**What this task involves**
A complete answer lists every line of the material where the string "Keep" occurs.

**Data supplied**
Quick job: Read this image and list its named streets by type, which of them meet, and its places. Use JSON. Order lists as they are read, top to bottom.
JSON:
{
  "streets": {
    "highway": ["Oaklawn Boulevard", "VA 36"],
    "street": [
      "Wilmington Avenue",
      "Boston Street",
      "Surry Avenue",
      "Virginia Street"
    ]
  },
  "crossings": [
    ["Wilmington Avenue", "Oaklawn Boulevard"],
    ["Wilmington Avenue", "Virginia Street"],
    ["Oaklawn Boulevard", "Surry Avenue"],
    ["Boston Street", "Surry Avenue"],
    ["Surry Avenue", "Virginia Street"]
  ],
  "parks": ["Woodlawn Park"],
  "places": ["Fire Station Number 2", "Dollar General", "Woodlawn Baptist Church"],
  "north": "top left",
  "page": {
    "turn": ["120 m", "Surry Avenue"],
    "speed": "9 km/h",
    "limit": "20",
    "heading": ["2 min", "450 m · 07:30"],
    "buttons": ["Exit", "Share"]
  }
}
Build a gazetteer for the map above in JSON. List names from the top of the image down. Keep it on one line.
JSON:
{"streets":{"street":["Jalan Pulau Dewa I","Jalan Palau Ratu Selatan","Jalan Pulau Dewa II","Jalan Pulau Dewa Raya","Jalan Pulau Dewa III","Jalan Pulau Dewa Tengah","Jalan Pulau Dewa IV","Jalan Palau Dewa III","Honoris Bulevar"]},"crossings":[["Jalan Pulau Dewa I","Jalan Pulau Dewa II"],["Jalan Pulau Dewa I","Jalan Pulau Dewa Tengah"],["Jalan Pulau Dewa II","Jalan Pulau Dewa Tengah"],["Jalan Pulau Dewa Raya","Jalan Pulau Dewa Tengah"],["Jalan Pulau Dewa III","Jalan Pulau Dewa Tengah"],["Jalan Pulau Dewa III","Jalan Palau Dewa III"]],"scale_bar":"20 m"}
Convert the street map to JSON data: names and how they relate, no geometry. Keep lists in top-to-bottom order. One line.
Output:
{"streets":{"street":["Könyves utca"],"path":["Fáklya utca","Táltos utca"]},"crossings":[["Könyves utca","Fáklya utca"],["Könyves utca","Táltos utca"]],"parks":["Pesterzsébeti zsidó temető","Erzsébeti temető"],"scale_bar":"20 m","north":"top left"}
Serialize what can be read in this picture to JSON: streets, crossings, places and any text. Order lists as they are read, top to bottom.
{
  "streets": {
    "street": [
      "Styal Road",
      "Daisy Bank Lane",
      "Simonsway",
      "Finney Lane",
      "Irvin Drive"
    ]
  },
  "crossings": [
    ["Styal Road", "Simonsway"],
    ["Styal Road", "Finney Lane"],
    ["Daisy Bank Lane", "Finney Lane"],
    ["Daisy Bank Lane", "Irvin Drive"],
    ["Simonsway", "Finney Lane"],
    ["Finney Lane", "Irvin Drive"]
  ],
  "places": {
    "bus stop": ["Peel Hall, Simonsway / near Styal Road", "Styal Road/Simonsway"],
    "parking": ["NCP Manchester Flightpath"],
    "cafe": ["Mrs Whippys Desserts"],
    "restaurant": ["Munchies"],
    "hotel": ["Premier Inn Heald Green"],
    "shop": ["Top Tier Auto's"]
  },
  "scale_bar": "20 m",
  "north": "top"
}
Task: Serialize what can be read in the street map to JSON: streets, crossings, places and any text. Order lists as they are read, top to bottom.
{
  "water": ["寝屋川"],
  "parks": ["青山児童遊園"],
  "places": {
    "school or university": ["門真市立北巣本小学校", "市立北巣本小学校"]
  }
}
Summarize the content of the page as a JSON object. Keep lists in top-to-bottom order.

**Answer section**
Build a gazetteer for the map above in JSON. List names from the top of the image down. Keep it on one line.
Convert the street map to JSON data: names and how they relate, no geometry. Keep lists in top-to-bottom order. One line.
Summarize the content of the page as a JSON object. Keep lists in top-to-bottom order.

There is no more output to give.